About this exercise: Report every line of the data where the string "geometry" appears.

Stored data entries
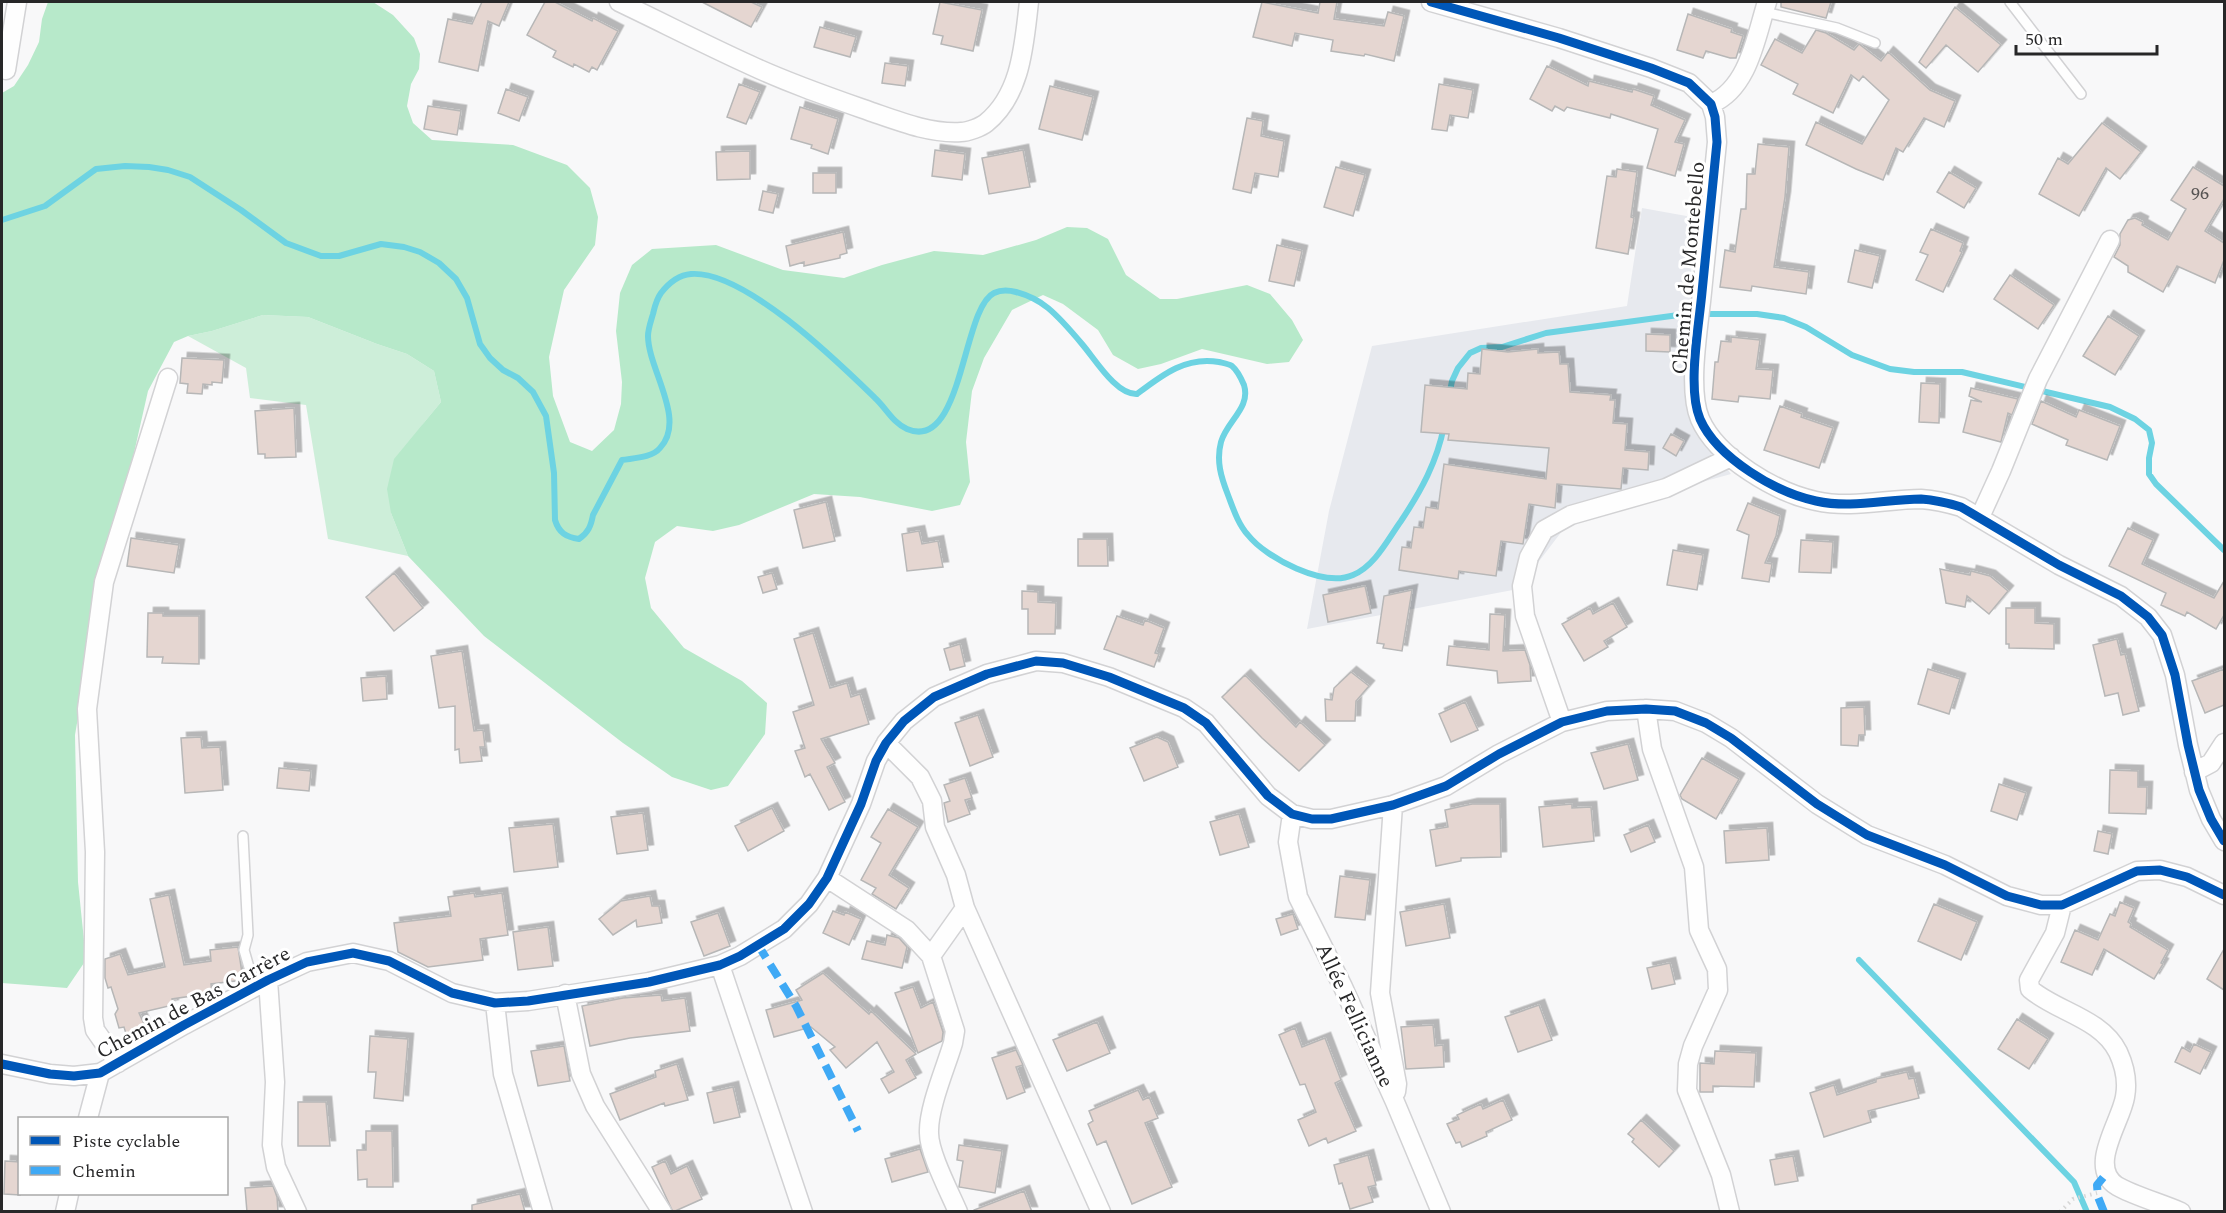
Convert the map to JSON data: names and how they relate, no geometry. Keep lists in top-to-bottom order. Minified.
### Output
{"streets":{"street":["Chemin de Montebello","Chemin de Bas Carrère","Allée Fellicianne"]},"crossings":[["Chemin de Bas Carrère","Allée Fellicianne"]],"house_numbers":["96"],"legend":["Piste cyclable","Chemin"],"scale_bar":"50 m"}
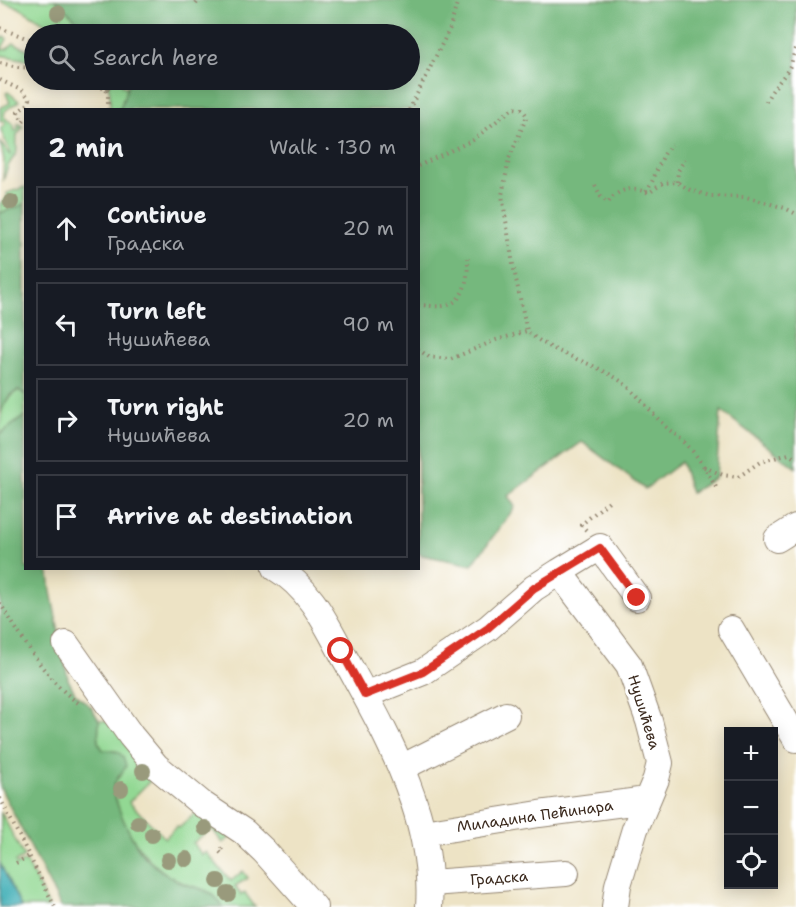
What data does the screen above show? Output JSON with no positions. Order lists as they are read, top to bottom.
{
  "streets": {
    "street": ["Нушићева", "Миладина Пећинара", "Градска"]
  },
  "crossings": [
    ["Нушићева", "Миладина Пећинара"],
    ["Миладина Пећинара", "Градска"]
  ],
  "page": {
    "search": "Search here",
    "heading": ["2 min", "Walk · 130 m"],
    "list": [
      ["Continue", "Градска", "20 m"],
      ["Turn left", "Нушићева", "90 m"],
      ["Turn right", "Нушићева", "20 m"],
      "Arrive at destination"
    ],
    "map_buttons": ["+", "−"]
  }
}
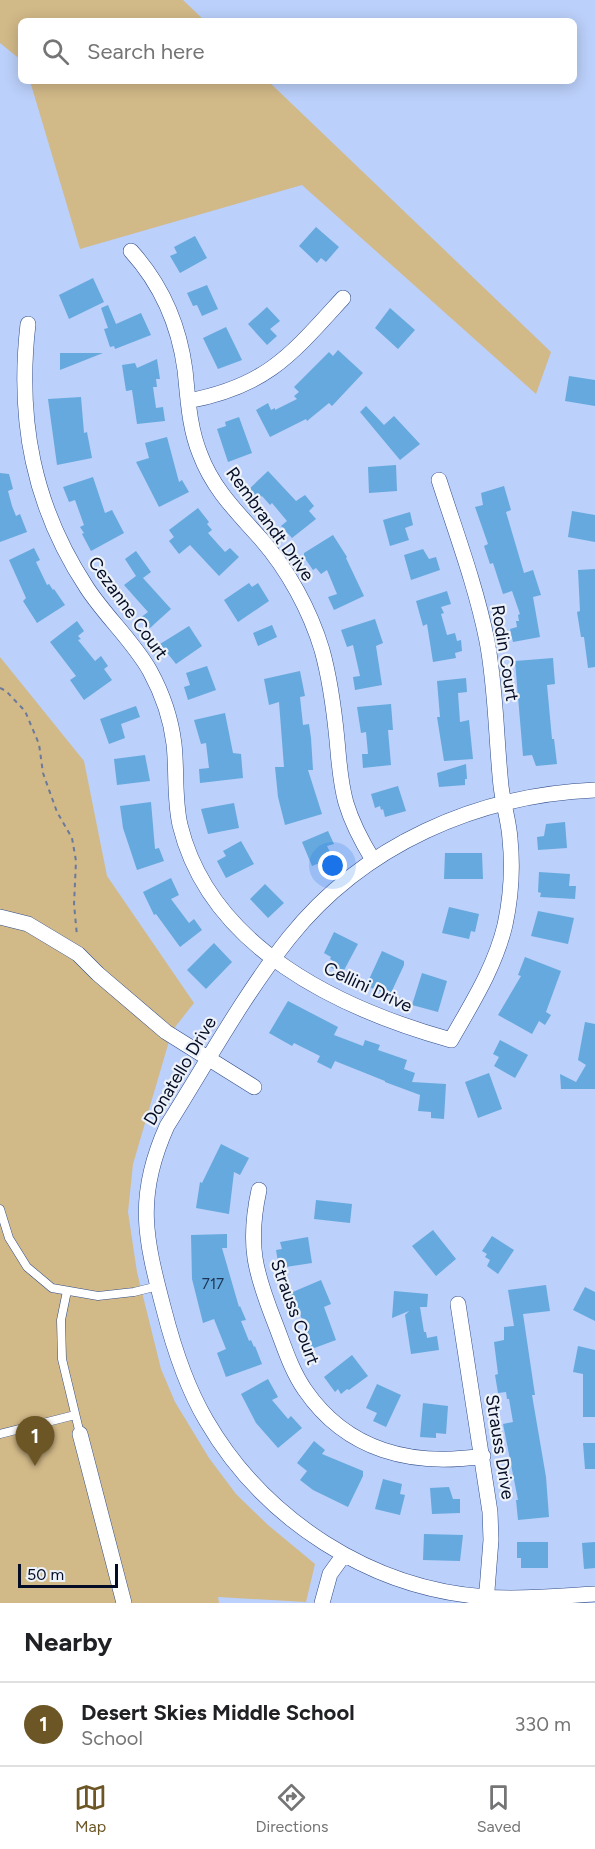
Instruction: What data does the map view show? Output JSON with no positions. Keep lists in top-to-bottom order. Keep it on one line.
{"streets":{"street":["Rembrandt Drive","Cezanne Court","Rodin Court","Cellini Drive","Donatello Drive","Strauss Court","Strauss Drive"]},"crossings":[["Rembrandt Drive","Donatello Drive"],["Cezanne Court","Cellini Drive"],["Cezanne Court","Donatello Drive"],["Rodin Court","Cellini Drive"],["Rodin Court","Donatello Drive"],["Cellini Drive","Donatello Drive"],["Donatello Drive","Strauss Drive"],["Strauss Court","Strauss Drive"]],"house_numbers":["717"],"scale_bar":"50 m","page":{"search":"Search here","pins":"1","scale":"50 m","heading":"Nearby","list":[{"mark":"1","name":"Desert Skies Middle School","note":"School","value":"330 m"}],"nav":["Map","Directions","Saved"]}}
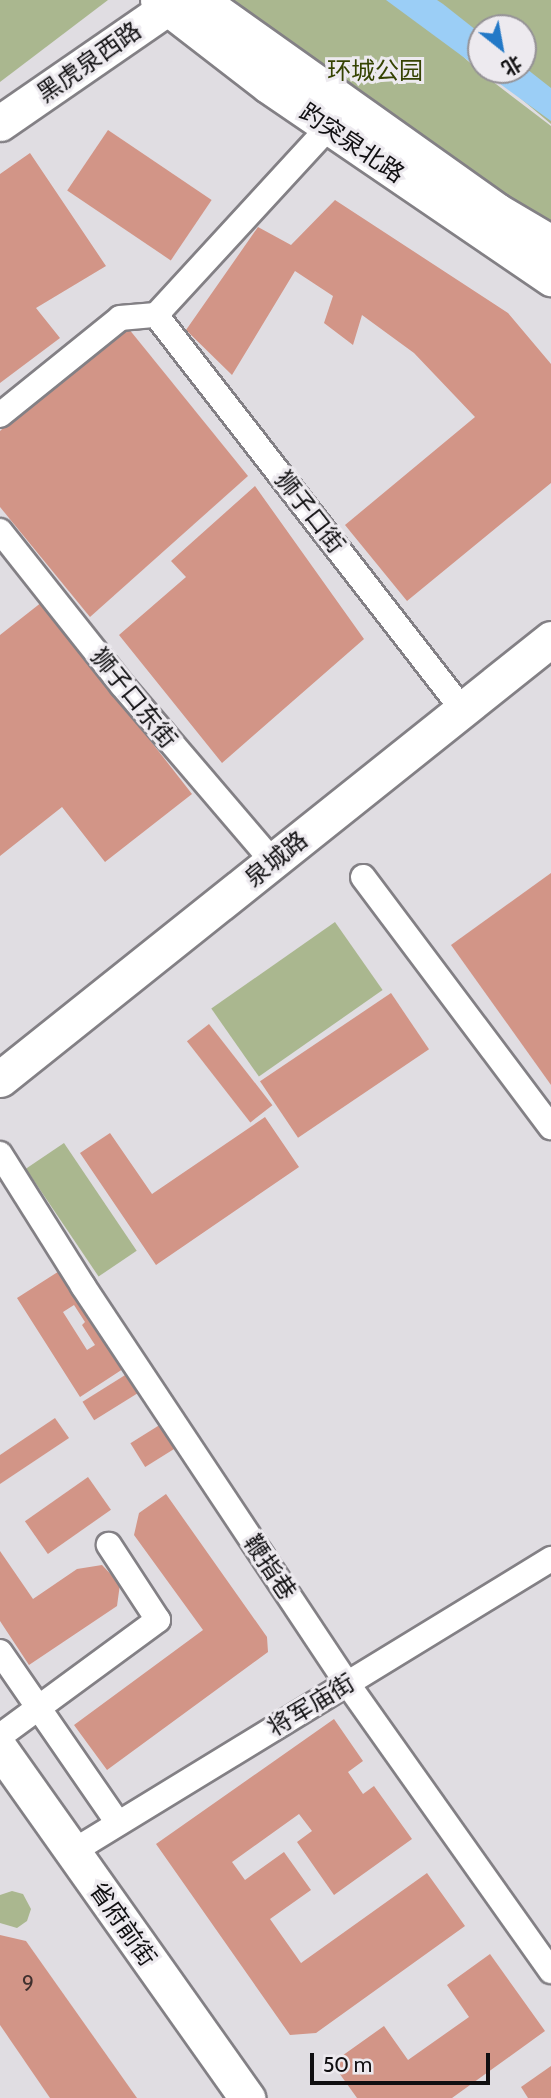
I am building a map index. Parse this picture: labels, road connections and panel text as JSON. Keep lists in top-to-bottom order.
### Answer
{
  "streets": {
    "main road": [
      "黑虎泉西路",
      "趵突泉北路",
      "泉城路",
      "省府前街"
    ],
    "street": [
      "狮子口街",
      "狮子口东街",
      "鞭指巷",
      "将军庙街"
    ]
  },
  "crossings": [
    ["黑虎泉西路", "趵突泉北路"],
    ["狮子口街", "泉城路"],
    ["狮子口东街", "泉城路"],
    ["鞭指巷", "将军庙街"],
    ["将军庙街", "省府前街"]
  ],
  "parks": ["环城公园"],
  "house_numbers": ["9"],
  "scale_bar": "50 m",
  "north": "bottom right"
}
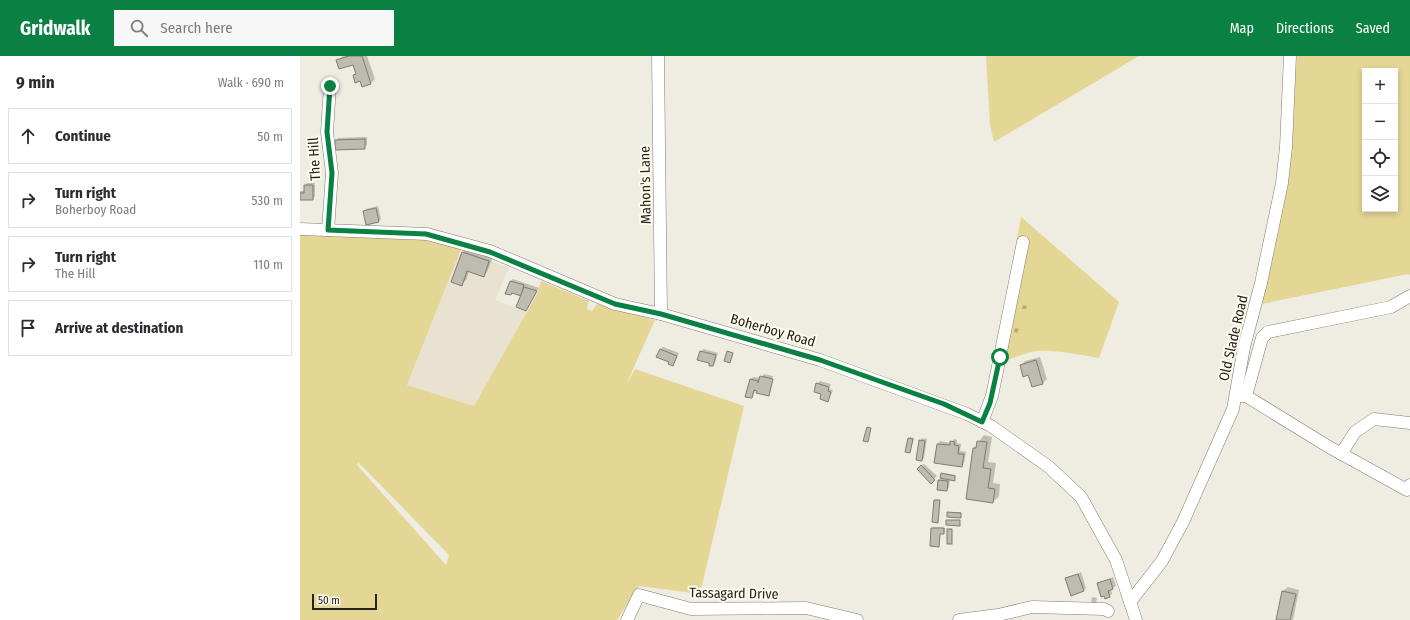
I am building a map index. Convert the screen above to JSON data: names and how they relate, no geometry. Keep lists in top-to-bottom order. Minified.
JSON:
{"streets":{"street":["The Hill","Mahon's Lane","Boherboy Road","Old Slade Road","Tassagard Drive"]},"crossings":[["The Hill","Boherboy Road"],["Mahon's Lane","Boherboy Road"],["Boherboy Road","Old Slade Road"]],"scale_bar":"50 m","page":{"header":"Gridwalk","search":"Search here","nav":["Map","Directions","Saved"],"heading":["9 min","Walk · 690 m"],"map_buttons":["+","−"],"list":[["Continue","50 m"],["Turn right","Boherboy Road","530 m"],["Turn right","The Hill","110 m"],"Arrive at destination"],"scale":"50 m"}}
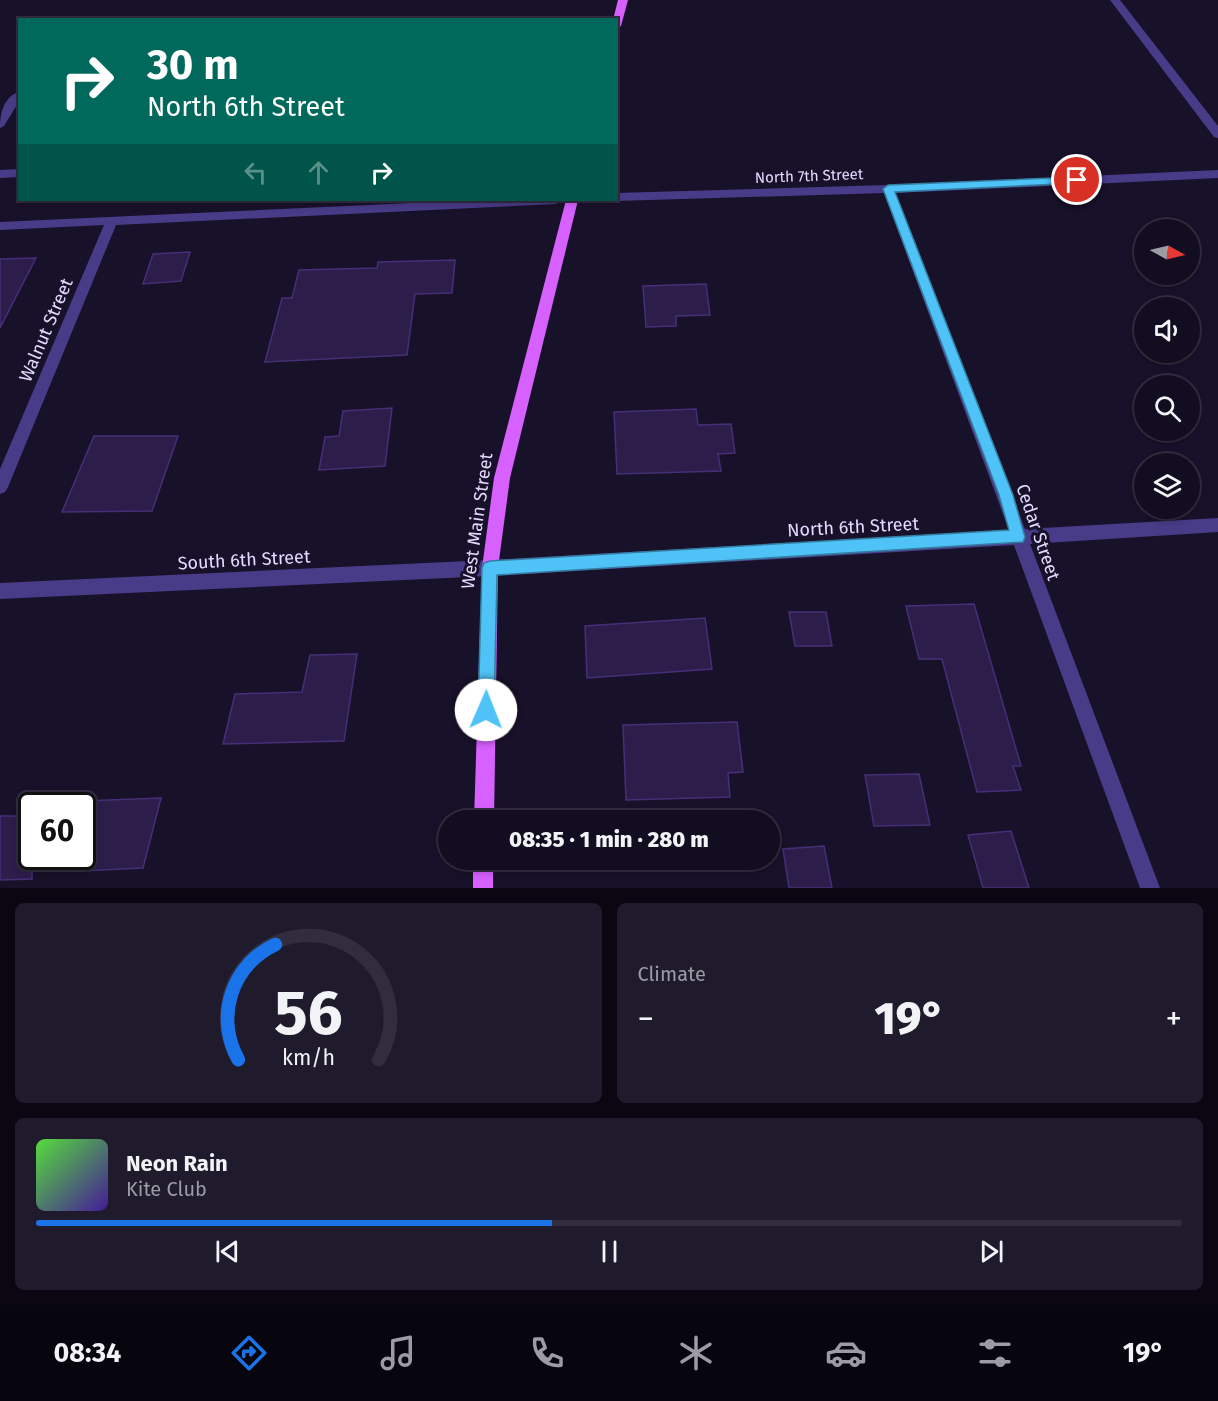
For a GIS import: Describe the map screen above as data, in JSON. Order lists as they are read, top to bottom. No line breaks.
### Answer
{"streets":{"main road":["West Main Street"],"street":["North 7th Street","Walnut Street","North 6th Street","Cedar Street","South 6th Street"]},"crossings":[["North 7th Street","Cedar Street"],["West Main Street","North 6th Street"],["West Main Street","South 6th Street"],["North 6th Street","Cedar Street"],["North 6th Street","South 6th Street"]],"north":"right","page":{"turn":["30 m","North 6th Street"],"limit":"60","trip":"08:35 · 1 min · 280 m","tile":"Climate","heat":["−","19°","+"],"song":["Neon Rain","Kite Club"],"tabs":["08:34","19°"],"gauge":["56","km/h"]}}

Finished exercise:
Convert the map to JSON data: names and how they relate, no geometry. Keep lists in top-to-bottom order. Minified.
I am building a map index. Convert the screen above to JSON data: names and how they relate, no geometry. Keep lists in top-to-bottom order. Minified.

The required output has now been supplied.